YOUR OBJECTIVE: Isolate every line in the data with the string "aside" and copy it.

DATA SECTION:
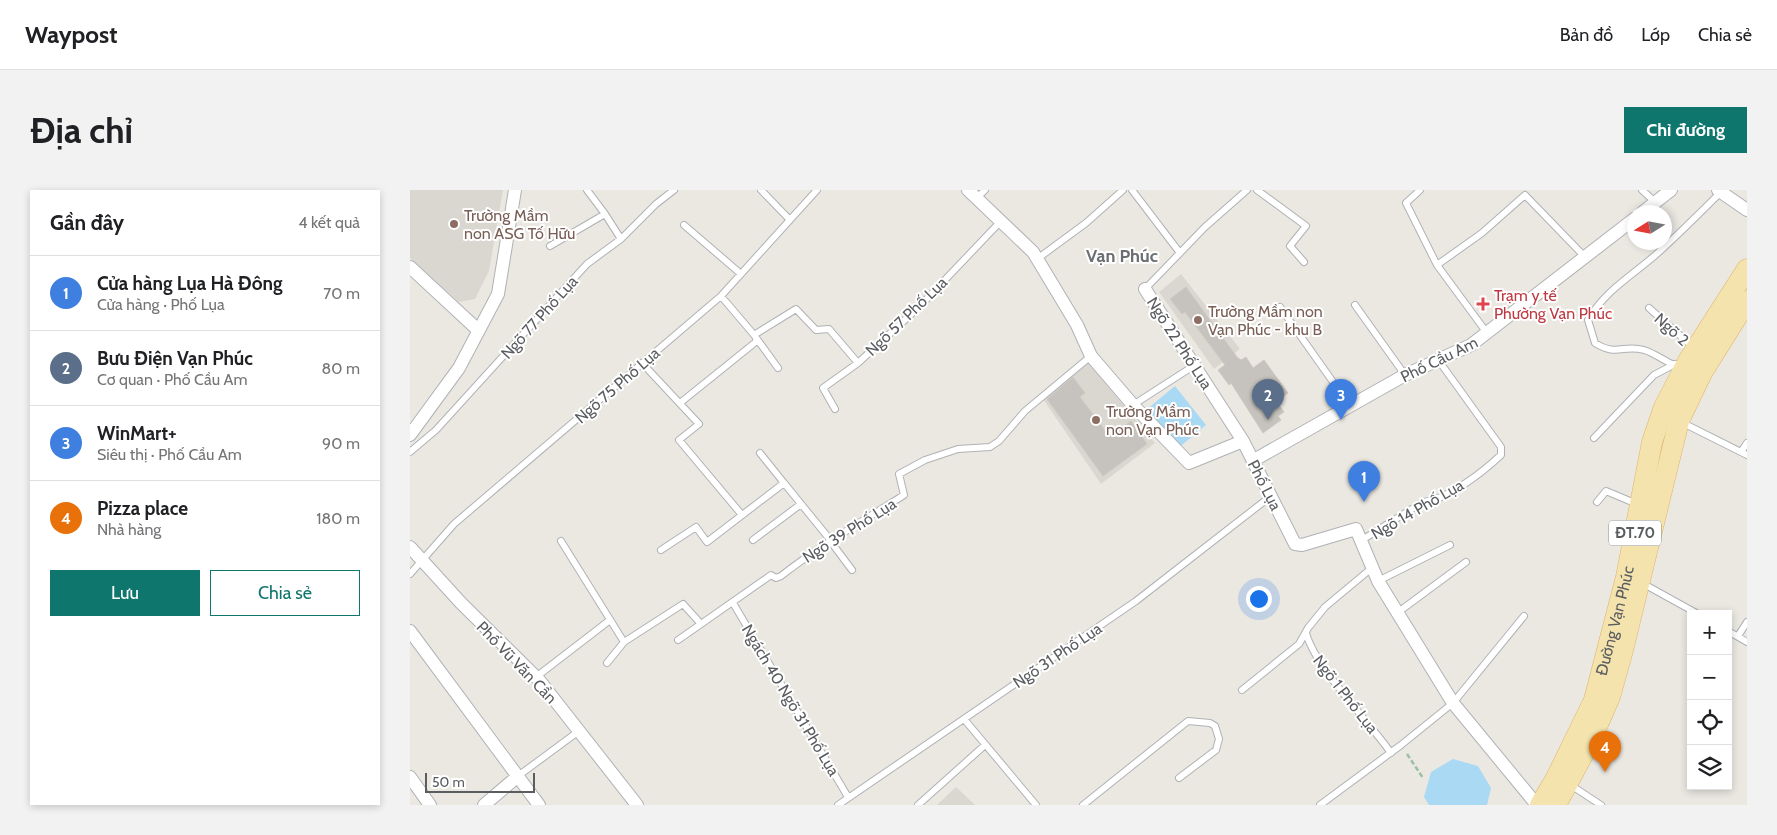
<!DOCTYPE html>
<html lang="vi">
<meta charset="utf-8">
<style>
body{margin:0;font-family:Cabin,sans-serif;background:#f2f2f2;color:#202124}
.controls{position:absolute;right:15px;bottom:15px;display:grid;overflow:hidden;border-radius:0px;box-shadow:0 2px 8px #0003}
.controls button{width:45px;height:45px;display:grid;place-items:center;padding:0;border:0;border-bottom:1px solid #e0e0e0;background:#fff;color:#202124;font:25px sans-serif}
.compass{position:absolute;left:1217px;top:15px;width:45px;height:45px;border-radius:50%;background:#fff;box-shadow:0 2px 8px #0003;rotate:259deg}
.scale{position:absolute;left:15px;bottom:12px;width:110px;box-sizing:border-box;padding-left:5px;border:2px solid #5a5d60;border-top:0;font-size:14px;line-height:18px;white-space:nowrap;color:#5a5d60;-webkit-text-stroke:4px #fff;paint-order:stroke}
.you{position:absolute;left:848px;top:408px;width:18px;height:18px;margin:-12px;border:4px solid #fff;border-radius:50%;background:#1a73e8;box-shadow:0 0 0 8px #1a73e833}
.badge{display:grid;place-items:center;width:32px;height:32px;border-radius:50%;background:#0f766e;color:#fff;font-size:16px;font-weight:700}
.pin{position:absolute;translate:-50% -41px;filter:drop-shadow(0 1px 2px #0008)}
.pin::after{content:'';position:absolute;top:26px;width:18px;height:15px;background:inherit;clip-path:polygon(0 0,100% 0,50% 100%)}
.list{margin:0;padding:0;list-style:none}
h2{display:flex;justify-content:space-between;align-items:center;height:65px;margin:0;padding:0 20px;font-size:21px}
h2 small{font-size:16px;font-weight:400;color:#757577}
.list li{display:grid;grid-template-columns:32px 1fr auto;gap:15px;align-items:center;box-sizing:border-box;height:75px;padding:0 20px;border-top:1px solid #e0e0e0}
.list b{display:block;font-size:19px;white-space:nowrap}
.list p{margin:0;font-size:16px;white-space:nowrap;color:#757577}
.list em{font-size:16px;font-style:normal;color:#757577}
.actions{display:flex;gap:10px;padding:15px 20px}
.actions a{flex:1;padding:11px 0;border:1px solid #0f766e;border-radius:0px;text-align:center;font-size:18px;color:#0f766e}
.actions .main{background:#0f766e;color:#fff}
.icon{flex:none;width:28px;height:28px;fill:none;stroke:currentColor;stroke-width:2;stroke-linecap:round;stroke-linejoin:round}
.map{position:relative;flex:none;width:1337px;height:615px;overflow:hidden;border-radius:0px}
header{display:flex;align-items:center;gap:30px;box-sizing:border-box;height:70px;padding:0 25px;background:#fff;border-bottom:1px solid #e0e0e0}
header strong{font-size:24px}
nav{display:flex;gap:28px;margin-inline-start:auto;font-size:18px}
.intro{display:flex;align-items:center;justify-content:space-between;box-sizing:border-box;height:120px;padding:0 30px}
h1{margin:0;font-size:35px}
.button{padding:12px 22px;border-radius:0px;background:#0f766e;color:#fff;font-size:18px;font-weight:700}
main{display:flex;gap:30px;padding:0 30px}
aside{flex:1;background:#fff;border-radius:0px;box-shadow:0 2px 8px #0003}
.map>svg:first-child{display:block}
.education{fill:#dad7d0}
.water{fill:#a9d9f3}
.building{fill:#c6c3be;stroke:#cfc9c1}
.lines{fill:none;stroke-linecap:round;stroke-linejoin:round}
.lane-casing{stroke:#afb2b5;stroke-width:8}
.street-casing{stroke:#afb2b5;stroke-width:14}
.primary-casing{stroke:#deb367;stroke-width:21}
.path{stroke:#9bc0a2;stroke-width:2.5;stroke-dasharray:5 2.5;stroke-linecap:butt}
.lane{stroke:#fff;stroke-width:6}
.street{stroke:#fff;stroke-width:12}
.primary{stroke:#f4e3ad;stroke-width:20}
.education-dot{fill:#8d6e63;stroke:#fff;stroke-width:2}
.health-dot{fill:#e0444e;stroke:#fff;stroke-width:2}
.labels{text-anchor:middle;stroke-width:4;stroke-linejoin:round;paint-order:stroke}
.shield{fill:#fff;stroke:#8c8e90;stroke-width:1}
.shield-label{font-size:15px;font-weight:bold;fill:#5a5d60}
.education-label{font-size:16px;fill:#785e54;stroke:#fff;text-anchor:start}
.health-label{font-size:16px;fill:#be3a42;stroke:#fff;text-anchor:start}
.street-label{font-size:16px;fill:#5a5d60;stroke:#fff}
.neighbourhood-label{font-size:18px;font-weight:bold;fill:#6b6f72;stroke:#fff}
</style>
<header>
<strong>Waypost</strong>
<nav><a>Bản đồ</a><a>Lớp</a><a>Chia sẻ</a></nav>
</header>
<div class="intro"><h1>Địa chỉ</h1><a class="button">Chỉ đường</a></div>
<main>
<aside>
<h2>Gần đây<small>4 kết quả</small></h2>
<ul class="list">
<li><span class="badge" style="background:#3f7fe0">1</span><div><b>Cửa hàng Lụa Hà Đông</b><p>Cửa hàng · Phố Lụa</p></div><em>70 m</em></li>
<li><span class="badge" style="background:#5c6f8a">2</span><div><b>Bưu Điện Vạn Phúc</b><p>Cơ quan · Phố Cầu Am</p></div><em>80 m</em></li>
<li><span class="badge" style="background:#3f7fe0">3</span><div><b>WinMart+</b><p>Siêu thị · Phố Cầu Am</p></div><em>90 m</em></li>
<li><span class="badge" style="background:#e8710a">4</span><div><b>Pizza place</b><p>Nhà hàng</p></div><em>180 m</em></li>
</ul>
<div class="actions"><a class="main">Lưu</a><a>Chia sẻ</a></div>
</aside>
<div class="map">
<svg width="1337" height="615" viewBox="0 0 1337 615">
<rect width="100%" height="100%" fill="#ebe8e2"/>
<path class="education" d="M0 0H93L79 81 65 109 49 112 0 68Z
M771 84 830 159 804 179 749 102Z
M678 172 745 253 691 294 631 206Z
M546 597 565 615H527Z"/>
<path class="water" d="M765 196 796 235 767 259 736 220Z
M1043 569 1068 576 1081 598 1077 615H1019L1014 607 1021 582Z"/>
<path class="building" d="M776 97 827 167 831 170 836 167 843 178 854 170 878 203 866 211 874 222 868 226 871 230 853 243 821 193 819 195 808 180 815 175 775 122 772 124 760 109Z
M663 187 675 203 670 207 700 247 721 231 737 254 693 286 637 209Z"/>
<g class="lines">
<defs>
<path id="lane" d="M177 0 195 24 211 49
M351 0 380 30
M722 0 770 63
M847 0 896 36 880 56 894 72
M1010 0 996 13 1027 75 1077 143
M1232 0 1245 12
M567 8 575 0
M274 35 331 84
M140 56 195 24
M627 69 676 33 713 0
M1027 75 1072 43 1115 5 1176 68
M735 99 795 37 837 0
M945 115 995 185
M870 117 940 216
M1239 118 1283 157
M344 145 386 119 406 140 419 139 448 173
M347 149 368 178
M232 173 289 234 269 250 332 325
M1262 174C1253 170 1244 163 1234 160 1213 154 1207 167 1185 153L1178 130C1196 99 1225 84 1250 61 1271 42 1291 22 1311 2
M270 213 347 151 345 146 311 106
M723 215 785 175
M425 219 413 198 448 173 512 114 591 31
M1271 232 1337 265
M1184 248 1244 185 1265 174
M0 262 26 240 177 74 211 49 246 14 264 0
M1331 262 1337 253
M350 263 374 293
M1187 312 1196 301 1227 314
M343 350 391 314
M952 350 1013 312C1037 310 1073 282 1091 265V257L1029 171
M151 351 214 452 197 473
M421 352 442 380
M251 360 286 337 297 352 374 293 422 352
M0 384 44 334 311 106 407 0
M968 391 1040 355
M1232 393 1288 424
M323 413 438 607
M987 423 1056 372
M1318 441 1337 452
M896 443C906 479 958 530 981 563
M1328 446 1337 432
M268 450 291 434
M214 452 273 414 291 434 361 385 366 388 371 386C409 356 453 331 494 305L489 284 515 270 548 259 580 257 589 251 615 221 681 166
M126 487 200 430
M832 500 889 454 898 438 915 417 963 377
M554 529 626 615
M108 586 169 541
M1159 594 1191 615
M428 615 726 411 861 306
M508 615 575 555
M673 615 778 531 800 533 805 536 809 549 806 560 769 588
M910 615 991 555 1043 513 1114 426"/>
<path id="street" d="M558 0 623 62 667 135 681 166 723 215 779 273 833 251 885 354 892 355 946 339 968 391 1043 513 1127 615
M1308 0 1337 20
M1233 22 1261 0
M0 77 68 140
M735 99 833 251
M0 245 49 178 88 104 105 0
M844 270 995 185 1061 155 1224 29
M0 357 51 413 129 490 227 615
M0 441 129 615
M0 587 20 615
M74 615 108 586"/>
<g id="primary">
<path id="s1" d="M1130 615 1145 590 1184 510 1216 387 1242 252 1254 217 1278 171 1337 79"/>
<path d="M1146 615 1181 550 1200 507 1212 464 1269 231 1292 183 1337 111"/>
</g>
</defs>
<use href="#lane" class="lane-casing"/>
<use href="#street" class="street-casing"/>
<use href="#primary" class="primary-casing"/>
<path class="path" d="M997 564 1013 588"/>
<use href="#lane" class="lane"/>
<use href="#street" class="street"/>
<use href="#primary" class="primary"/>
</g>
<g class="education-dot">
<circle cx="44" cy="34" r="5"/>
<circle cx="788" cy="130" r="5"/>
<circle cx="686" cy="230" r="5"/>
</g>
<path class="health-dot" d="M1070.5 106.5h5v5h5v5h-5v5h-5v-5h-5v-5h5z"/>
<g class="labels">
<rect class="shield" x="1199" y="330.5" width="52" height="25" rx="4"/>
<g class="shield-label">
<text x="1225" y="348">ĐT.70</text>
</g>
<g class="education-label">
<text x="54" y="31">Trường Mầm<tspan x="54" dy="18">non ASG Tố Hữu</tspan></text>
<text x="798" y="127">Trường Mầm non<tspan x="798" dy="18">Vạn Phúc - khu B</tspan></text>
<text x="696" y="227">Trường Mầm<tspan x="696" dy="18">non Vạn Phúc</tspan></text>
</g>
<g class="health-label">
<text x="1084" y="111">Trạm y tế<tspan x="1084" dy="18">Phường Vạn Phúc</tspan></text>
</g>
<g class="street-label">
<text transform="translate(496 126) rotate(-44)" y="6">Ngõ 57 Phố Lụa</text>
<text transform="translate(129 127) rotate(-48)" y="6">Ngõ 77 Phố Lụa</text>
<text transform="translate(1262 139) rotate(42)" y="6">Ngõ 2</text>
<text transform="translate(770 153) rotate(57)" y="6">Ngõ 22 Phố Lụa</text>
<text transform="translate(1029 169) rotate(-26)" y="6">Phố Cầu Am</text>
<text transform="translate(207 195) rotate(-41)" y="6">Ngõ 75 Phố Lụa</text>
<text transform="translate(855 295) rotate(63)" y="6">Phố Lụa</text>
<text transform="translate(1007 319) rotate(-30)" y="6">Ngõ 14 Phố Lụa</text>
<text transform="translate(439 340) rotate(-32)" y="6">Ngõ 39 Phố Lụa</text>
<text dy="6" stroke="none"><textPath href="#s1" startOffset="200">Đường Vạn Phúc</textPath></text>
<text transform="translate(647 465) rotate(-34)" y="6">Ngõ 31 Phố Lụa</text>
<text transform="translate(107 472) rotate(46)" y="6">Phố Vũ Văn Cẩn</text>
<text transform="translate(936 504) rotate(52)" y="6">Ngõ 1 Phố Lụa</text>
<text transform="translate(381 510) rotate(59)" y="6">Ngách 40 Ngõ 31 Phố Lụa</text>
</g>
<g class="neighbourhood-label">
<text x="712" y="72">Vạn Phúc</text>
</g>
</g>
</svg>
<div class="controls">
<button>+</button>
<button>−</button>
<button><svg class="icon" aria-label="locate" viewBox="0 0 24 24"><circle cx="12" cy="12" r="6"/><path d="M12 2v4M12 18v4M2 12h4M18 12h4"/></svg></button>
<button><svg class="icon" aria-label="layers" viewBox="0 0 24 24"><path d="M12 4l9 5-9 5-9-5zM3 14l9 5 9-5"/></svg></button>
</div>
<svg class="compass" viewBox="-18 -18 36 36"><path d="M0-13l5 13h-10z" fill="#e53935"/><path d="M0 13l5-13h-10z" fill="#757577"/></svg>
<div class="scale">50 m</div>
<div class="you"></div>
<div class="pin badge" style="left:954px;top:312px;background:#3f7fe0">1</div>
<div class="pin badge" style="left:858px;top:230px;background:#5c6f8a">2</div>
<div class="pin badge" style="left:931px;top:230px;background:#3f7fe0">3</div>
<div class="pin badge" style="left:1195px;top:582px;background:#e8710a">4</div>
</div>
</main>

WRITTEN RESPONSE:
aside{flex:1;background:#fff;border-radius:0px;box-shadow:0 2px 8px #0003}
<aside>
</aside>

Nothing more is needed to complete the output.